One of the clinical indicators of autism is repeating the same actions over and over again (AKA: stims or stimming). Stimming in autism is movements or other behaviours that are either calming or alerting. Most of the time stimming is not a problem and does not need to be stopped or changed unless it is causing harm.
Who stims?
EVERYONE.
Each person has specific behaviours or habits (stims) that they find comforting or alerting. Most of the time, we aren’t aware when we are stimming. When you’re nervous, maybe you are twirling your hair or rubbing your hands together. Maybe you are bouncing your leg to wake up when you’re tired. When you’re concentrating, maybe you stick your tongue out of your mouth. Autistic people also do these same things, sometimes in a more obvious way. There are many common stims that you may see a person with autism repeat frequently. Let’s talk about the different types of stims.

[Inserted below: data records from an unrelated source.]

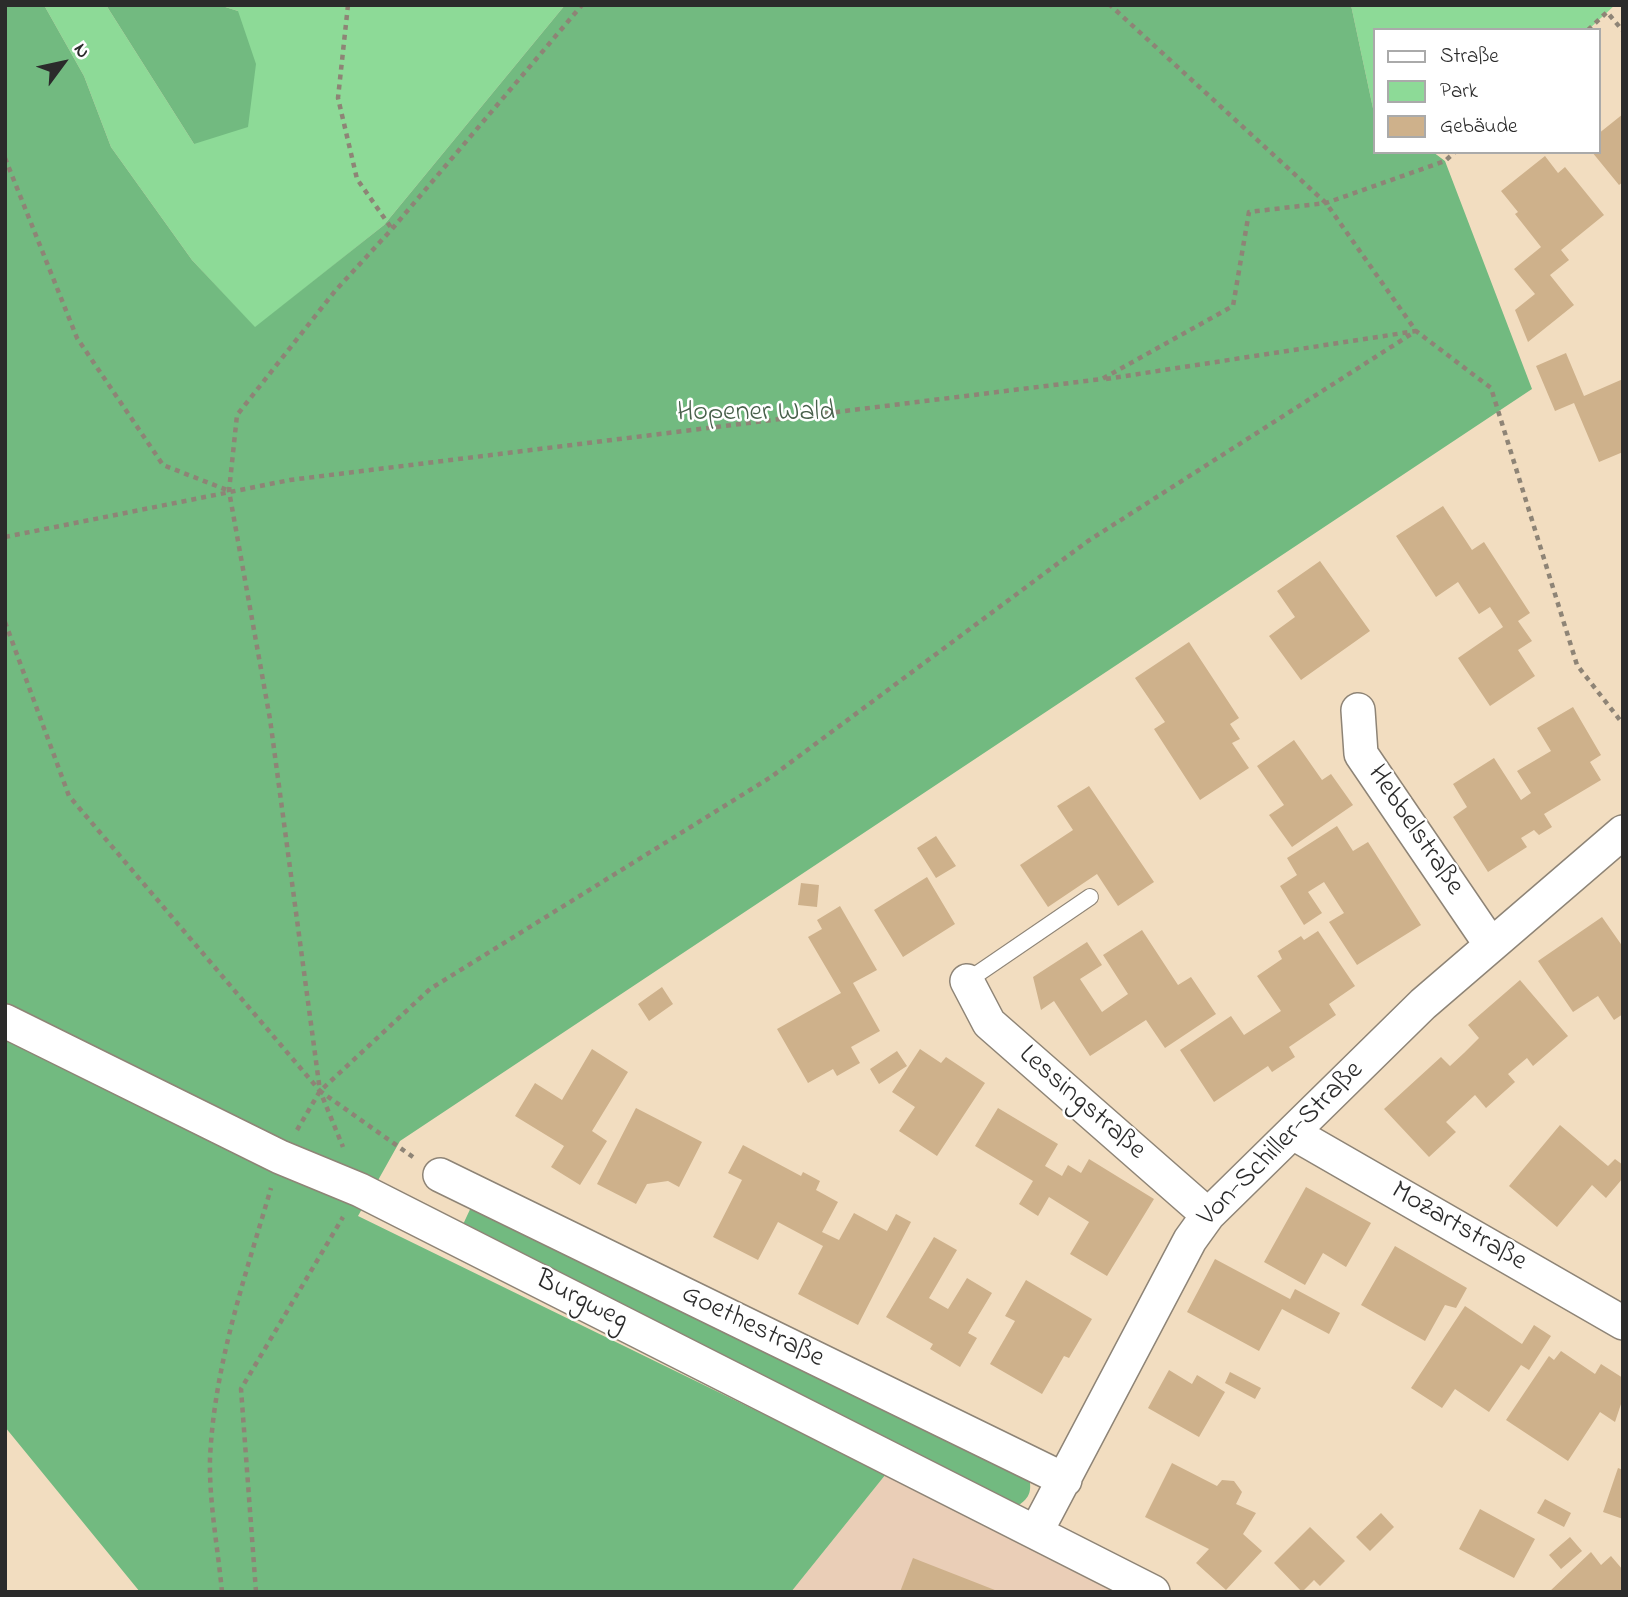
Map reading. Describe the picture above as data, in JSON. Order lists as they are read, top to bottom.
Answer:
{
  "streets": {
    "street": [
      "Hebbelstraße",
      "Lessingstraße",
      "Von-Schiller-Straße",
      "Mozartstraße",
      "Burgweg",
      "Goethestraße"
    ]
  },
  "crossings": [
    ["Hebbelstraße", "Von-Schiller-Straße"],
    ["Lessingstraße", "Von-Schiller-Straße"],
    ["Von-Schiller-Straße", "Mozartstraße"],
    ["Von-Schiller-Straße", "Burgweg"],
    ["Von-Schiller-Straße", "Goethestraße"]
  ],
  "parks": ["Hopener Wald"],
  "legend": ["Straße", "Park", "Gebäude"],
  "north": "top right"
}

What are Some Examples of Stimming?
There are several different types of stimming that you may notice someone do. These different types of stims can include all of the senses, such as taste, smell, touch, sight, balance, and movement. You can refer to them as auditory stimming, tactile stimming, vestibular stimming, visual stimming, and olfactory or taste stimming.
Auditory stimming means the person is using their hearing and sounds to stim, such as humming or making high-pitched sounds.
If a person is using their sense of touch to stim, such as tapping their fingers repeatedly or rubbing their skin, it is tactile stimming.
Hand flapping, lining up objects, turning the lights on and off a lot are all examples of visual stimming. This is when the person uses their sight to repeatedly do something.
Vestibular stimming, such as toe walking, spinning in circles, hand flapping, and rocking back and forth, is when a person is using their balance and movement to stim.
The last type of stimming behaviour is olfactory and taste stimming. This type of stimming is when the person is using their taste and smell to repeat actions, such as licking or sniffing objects and/or people.
When and why do autistic people stim?
Autistic people stim at the same times that other people do. The intensity of these stims and types of stims vary. You may find that one autistic child is doing it all the time, while another only stims occasionally. Some autistic self-advocates explain that it helps them block out distractions to help them concentrate, while others say “it just feels really good”. People who don’t have autism may avoid stimming in specific situations. For example, despite being nervous, the person is not bouncing around or fidgeting while at the dentist. It is difficult for autistics to stop
stimming, especially when upset or nervous.
Some autistics say that stimming helps them control their emotions, such as fear, excitement, and stress. Stimming also helps make them more aware of their bodies. Another really interesting function of stims is to communicate emotions or arousal to others in a non-verbal way.
In the show Love on the Spectrum, one of the show’s cast, Olivia, says stimming is “…a massive build-up, with a pleasant release” (Episode 4).
What should be done about autistic stimming?
Usually… nothing.
Many autistic self-advocates share that being told to stop stimming is very damaging. Stimming is intrinsic to the autistic and to expect them to change part of themselves because it makes us more comfortable is just wrong.
No one is telling a neurotypical kid to stop playing with their hair or to stop drumming their fingers on their leg. The same rules should apply for autistics.
Stimming is usually harmless. There are times however when stimming is dangerous or disruptive to the autistic person’s quality of life. For example, some people injure themselves or others while stimming. This can sometimes be seen in the form of headbanging or excessively rubbing or scratching skin. Also, if a stim is interrupting them from engaging in activities that they need to do (like sitting in a chair to learn) then alternative stims should be found. A BCBA works with the family to identify the function of the stimming behaviour and finds replacements. An Occupational Therapist might suggest a sensory diet if the stimming serves a sensory function.